*WHAT TO WORK ON*. Your answer must consist of exactly the lines below, starting with the line with "351px,1049px 357px,1049px 394px,1013px" and going on through the line with "1004px,160px 1088px,25px 1088px,8px", and nothing else.

*THE RECORDS*.
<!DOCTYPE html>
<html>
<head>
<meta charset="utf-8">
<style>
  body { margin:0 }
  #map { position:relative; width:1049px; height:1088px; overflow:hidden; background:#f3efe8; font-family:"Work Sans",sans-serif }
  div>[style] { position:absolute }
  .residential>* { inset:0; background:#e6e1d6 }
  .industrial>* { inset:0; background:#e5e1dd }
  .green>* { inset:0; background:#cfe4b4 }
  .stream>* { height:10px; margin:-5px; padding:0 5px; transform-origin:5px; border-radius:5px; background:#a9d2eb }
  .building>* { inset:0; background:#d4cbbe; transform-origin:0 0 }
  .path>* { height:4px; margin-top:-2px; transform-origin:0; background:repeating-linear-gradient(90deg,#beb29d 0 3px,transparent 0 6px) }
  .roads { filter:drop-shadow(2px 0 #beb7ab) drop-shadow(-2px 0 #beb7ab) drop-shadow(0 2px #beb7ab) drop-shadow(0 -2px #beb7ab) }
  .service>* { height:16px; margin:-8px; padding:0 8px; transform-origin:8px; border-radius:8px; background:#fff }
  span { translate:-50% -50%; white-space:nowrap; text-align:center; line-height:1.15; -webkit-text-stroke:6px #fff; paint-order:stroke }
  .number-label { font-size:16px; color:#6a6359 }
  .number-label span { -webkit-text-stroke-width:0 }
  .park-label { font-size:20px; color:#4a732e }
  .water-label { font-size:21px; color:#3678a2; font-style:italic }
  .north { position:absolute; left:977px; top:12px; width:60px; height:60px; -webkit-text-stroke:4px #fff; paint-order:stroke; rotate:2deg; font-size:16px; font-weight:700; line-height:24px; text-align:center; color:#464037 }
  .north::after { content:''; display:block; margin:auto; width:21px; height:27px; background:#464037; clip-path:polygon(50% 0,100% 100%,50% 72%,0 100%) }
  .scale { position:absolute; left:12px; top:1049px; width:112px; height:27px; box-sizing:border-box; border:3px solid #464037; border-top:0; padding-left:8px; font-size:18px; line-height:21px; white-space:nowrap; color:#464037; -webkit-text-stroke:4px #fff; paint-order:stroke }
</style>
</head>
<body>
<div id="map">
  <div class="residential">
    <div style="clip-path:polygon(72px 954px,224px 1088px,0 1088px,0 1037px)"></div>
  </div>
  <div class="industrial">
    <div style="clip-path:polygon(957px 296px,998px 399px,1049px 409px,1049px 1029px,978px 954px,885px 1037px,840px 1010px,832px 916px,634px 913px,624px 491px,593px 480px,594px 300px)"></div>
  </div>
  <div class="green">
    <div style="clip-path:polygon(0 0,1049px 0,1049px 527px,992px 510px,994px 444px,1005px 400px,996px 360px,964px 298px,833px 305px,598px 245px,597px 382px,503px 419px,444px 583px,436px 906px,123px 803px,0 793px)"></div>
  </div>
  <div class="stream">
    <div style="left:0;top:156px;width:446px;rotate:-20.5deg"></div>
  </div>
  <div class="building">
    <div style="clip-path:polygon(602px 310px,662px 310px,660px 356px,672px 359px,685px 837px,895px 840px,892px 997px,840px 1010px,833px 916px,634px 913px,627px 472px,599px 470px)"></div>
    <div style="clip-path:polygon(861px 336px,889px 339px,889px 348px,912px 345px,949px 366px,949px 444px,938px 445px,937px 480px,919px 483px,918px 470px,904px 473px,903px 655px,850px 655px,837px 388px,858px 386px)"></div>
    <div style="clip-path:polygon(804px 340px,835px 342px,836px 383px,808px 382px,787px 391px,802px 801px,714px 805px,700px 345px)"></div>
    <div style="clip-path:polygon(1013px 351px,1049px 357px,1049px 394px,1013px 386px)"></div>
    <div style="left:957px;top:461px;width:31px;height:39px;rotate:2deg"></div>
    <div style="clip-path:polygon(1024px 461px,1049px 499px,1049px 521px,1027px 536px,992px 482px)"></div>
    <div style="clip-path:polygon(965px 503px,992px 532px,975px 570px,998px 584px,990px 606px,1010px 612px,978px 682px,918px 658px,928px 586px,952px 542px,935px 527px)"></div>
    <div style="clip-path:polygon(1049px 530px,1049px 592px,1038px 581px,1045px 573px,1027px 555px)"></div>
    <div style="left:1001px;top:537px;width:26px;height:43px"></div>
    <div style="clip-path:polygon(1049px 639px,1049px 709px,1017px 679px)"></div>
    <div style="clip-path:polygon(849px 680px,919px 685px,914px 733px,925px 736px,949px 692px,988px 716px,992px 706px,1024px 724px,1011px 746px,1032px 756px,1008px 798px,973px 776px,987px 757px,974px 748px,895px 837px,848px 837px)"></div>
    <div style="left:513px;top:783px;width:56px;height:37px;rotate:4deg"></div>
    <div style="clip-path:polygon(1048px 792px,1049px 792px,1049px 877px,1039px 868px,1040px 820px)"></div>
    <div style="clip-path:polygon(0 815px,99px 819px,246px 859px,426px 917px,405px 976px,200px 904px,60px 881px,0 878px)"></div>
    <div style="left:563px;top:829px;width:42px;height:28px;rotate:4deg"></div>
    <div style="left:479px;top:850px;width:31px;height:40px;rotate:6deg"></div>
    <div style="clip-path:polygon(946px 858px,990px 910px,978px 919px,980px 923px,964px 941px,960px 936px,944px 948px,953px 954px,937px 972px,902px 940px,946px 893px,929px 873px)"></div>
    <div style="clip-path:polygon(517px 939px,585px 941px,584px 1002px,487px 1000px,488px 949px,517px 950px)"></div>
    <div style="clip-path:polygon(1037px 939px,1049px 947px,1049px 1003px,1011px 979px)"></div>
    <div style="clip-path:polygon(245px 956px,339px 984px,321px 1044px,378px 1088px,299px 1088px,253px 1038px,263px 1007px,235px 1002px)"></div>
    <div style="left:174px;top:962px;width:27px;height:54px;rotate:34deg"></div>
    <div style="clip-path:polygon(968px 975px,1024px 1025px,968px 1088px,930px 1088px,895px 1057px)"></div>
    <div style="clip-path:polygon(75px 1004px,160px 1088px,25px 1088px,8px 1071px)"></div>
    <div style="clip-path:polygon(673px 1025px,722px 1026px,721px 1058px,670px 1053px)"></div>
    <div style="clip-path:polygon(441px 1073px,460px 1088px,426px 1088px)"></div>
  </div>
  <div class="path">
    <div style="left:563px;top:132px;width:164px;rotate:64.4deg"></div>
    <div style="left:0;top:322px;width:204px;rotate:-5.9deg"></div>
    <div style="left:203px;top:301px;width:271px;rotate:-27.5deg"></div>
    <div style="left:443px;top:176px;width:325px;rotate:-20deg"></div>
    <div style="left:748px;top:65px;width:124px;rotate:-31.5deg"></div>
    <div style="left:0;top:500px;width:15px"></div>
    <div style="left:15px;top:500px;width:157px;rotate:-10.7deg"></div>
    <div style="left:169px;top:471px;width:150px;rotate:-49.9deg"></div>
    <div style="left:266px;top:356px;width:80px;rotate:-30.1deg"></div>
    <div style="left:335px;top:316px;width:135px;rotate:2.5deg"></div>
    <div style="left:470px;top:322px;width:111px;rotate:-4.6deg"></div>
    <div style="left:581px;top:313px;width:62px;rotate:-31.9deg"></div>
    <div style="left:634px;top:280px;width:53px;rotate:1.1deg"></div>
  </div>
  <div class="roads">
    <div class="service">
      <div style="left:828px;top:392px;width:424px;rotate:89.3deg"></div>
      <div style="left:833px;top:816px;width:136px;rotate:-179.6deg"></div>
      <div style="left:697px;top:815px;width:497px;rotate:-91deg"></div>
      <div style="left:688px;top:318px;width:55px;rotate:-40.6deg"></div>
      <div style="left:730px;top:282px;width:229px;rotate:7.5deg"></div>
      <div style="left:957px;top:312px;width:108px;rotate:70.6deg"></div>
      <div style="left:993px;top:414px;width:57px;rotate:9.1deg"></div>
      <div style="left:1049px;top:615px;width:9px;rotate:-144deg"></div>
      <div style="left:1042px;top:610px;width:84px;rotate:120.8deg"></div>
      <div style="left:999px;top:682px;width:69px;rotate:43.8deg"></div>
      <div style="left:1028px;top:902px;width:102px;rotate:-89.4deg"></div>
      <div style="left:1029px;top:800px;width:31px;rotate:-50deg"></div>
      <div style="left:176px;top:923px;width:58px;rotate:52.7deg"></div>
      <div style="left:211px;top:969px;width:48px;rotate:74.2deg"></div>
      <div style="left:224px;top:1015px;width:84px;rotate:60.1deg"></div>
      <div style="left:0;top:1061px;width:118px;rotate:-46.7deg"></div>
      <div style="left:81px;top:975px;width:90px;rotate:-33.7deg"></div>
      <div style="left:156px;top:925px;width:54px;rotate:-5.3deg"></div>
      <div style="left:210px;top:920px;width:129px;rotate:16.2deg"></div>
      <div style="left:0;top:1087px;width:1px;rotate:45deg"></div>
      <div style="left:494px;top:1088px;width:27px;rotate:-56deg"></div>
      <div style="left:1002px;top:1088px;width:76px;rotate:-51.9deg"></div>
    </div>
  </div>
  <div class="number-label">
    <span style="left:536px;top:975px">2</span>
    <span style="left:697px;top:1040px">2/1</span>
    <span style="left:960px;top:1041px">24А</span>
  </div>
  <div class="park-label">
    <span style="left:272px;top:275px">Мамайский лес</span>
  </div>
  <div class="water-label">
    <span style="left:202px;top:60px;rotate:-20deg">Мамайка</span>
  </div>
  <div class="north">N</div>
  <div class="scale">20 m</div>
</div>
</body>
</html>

*RESPONSE AREA*.
    <div style="clip-path:polygon(1013px 351px,1049px 357px,1049px 394px,1013px 386px)"></div>
    <div style="left:957px;top:461px;width:31px;height:39px;rotate:2deg"></div>
    <div style="clip-path:polygon(1024px 461px,1049px 499px,1049px 521px,1027px 536px,992px 482px)"></div>
    <div style="clip-path:polygon(965px 503px,992px 532px,975px 570px,998px 584px,990px 606px,1010px 612px,978px 682px,918px 658px,928px 586px,952px 542px,935px 527px)"></div>
    <div style="clip-path:polygon(1049px 530px,1049px 592px,1038px 581px,1045px 573px,1027px 555px)"></div>
    <div style="left:1001px;top:537px;width:26px;height:43px"></div>
    <div style="clip-path:polygon(1049px 639px,1049px 709px,1017px 679px)"></div>
    <div style="clip-path:polygon(849px 680px,919px 685px,914px 733px,925px 736px,949px 692px,988px 716px,992px 706px,1024px 724px,1011px 746px,1032px 756px,1008px 798px,973px 776px,987px 757px,974px 748px,895px 837px,848px 837px)"></div>
    <div style="left:513px;top:783px;width:56px;height:37px;rotate:4deg"></div>
    <div style="clip-path:polygon(1048px 792px,1049px 792px,1049px 877px,1039px 868px,1040px 820px)"></div>
    <div style="clip-path:polygon(0 815px,99px 819px,246px 859px,426px 917px,405px 976px,200px 904px,60px 881px,0 878px)"></div>
    <div style="left:563px;top:829px;width:42px;height:28px;rotate:4deg"></div>
    <div style="left:479px;top:850px;width:31px;height:40px;rotate:6deg"></div>
    <div style="clip-path:polygon(946px 858px,990px 910px,978px 919px,980px 923px,964px 941px,960px 936px,944px 948px,953px 954px,937px 972px,902px 940px,946px 893px,929px 873px)"></div>
    <div style="clip-path:polygon(517px 939px,585px 941px,584px 1002px,487px 1000px,488px 949px,517px 950px)"></div>
    <div style="clip-path:polygon(1037px 939px,1049px 947px,1049px 1003px,1011px 979px)"></div>
    <div style="clip-path:polygon(245px 956px,339px 984px,321px 1044px,378px 1088px,299px 1088px,253px 1038px,263px 1007px,235px 1002px)"></div>
    <div style="left:174px;top:962px;width:27px;height:54px;rotate:34deg"></div>
    <div style="clip-path:polygon(968px 975px,1024px 1025px,968px 1088px,930px 1088px,895px 1057px)"></div>
    <div style="clip-path:polygon(75px 1004px,160px 1088px,25px 1088px,8px 1071px)"></div>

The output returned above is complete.